Predicting toxicity against the fathead Minnow by Adaptive Fuzzy Partition

Recent progress in the development of powerful tools suitable to design and to classify large chemical libraries can be fruitfully extended also to the ecotoxicity domain. Amidst these methods, Fuzzy Logic concepts, based on the possibility to handle the concept of partial truth, constitute interesting approaches to developing general predictive models. In this work, a global strategy of Database Mining was applied on a data set of 568 chemicals, extracted from a toxicity database concerning the fathead minnow and divided into four classes, according to the toxicity ranges defined by the European Community legislation. Two large sets of molecular descriptors were tested on the 2D and 3D structures, and the best ones were selected with help of a procedure combining Genetic Algorithm concepts and stepwise method. After selecting the training set with a rational selection based on the Self Organizing Maps (SOM), structural-activity models were built by Adaptive Fuzzy Partition (AFP).

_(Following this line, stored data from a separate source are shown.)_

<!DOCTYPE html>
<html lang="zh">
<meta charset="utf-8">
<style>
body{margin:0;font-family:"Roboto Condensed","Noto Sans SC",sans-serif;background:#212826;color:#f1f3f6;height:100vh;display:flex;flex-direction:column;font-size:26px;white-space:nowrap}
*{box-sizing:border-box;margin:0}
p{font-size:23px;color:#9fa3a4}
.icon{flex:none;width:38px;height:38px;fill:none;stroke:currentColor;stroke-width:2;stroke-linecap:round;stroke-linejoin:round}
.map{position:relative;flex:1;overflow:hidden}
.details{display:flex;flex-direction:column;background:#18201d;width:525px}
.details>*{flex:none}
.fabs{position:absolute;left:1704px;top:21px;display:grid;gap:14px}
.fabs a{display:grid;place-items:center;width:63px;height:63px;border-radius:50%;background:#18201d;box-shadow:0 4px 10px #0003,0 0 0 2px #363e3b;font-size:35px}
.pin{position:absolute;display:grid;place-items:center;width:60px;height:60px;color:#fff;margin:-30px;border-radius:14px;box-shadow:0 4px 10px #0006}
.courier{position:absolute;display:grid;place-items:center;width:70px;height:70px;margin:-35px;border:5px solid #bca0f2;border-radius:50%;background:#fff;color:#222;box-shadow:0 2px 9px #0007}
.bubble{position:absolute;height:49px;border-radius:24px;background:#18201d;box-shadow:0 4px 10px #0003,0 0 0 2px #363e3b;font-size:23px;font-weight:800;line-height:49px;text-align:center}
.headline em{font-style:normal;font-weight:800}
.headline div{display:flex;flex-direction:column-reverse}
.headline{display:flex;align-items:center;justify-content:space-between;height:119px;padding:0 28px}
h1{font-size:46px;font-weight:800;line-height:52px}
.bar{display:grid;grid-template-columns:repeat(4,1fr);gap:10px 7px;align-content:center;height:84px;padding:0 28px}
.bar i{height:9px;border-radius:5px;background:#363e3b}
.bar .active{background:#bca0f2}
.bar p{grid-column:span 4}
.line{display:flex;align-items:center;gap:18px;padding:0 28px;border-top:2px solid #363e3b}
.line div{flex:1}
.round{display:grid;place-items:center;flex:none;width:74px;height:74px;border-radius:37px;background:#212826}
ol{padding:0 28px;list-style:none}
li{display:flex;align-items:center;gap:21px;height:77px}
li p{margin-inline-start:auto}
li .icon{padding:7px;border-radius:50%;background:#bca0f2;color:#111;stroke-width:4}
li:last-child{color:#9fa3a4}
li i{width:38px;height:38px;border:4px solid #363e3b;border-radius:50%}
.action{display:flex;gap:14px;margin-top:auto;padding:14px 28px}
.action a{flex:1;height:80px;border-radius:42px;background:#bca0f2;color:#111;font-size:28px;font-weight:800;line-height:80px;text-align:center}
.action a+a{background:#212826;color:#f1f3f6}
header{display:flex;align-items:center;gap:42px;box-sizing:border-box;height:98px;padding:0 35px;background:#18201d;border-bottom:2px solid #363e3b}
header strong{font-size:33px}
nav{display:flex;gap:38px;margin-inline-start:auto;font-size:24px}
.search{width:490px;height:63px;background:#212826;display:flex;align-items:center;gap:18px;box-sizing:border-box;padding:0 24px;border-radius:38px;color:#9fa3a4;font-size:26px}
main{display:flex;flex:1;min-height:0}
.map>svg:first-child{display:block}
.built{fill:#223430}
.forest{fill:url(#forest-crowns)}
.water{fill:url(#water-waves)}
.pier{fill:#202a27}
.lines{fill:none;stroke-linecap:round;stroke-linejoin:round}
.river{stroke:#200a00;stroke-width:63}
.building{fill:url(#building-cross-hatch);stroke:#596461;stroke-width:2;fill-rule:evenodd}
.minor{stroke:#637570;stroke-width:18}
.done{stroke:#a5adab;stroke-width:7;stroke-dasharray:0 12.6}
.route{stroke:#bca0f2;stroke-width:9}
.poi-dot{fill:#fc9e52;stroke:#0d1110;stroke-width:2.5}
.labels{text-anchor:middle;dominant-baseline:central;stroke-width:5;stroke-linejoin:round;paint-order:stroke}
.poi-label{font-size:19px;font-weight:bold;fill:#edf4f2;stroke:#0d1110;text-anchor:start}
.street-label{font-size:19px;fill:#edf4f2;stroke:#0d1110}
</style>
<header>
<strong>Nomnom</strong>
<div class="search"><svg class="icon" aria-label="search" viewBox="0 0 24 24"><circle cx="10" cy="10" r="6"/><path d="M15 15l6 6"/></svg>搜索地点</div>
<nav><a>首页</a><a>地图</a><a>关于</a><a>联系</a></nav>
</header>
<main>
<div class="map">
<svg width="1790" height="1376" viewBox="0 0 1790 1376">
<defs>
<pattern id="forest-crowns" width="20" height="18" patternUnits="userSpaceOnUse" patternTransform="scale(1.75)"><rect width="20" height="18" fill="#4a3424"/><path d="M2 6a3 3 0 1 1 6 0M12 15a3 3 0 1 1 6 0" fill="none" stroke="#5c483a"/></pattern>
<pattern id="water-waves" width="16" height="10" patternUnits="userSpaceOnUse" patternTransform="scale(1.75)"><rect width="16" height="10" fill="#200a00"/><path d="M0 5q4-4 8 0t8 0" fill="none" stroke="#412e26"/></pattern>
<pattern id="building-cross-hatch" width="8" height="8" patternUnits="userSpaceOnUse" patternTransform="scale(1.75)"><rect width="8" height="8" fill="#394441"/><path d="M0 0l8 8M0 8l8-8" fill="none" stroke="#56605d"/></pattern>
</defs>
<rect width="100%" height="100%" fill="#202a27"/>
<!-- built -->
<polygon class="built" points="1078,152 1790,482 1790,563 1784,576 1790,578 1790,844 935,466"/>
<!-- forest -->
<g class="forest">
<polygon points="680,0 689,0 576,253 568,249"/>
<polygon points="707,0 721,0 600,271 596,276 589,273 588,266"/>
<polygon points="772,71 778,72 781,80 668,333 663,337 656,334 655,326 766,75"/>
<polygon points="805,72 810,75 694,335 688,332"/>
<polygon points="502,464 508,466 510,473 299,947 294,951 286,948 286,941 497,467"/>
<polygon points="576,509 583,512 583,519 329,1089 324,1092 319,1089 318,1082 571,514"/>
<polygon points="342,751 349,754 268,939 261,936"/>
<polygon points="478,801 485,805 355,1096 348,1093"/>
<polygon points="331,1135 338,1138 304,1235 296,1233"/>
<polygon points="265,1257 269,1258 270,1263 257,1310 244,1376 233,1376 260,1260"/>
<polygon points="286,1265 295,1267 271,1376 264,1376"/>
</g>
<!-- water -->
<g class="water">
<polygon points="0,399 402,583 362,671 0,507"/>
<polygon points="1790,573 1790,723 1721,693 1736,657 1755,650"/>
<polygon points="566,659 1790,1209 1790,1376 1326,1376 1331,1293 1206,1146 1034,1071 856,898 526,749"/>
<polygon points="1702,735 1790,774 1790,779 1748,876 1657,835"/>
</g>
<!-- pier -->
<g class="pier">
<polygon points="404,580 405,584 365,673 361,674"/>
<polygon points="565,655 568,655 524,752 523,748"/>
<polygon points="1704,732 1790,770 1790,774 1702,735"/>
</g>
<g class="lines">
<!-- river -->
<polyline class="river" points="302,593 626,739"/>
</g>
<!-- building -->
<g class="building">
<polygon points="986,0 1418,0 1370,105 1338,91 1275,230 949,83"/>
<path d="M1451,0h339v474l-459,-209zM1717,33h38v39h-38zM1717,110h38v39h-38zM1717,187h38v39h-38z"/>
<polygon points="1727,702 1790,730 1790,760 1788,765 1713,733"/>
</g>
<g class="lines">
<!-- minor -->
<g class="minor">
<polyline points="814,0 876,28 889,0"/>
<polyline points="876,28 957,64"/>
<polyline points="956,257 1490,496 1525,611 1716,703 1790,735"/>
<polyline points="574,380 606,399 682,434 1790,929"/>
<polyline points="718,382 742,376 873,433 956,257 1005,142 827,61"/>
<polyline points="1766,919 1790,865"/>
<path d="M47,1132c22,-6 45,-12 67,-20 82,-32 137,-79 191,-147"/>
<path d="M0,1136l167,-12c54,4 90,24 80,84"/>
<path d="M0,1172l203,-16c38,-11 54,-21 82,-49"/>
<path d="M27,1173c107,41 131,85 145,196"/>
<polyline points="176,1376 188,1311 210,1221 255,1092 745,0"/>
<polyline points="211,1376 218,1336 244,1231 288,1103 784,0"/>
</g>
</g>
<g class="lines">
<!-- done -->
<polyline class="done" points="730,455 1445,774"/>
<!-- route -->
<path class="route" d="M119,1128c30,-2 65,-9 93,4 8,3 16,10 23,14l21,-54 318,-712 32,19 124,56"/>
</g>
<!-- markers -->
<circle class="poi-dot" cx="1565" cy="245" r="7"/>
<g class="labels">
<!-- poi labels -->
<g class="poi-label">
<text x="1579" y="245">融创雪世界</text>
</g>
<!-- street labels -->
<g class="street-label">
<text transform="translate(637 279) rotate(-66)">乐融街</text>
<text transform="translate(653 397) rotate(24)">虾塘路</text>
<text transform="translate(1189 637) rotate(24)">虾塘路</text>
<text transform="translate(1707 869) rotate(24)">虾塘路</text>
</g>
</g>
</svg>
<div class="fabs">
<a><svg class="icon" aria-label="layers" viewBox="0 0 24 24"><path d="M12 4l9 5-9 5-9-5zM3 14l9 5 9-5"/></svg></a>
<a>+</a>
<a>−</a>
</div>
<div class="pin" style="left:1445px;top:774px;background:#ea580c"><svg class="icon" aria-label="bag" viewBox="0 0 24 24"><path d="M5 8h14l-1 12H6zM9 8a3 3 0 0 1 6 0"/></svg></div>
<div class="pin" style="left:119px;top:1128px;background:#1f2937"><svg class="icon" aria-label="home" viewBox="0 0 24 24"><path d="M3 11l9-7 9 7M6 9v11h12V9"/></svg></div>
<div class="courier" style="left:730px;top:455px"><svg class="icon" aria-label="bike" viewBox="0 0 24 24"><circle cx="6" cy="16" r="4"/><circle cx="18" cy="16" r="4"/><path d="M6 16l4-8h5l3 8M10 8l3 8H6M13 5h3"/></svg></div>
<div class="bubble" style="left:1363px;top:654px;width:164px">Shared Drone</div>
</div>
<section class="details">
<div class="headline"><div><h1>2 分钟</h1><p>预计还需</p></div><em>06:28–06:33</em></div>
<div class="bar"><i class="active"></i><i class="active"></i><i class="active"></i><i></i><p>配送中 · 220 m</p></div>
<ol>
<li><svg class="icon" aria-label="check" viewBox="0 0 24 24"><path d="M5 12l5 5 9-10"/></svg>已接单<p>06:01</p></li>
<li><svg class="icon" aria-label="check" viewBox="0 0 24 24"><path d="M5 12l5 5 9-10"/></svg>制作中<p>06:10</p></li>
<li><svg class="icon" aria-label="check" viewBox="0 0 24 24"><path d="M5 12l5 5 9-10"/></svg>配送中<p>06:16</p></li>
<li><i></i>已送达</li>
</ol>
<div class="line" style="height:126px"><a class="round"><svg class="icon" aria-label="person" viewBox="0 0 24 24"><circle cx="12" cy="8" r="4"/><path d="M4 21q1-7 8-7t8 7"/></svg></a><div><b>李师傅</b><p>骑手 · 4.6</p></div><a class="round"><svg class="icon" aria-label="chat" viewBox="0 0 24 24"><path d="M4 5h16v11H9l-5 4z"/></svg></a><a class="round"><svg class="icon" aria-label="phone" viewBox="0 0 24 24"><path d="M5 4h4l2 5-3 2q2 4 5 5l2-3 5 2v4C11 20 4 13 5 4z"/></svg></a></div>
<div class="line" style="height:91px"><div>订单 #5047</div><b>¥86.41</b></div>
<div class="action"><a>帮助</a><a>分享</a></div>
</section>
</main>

This method consists in modeling relations between molecular descriptors and biological activities, by dynamically dividing the molecular descriptor hyperspace into a set of fuzzy subspaces. The best model was selected by a validation set, and its robustness was confirmed by predicting a test set of 80 chemicals never used to define the AFP models. An encouraging validation ratio of about 72% was obtained in the prediction of the experimental toxicity class. Furthermore, very similar results were obtained by using molecular descriptors computed on 2D or 3D structures.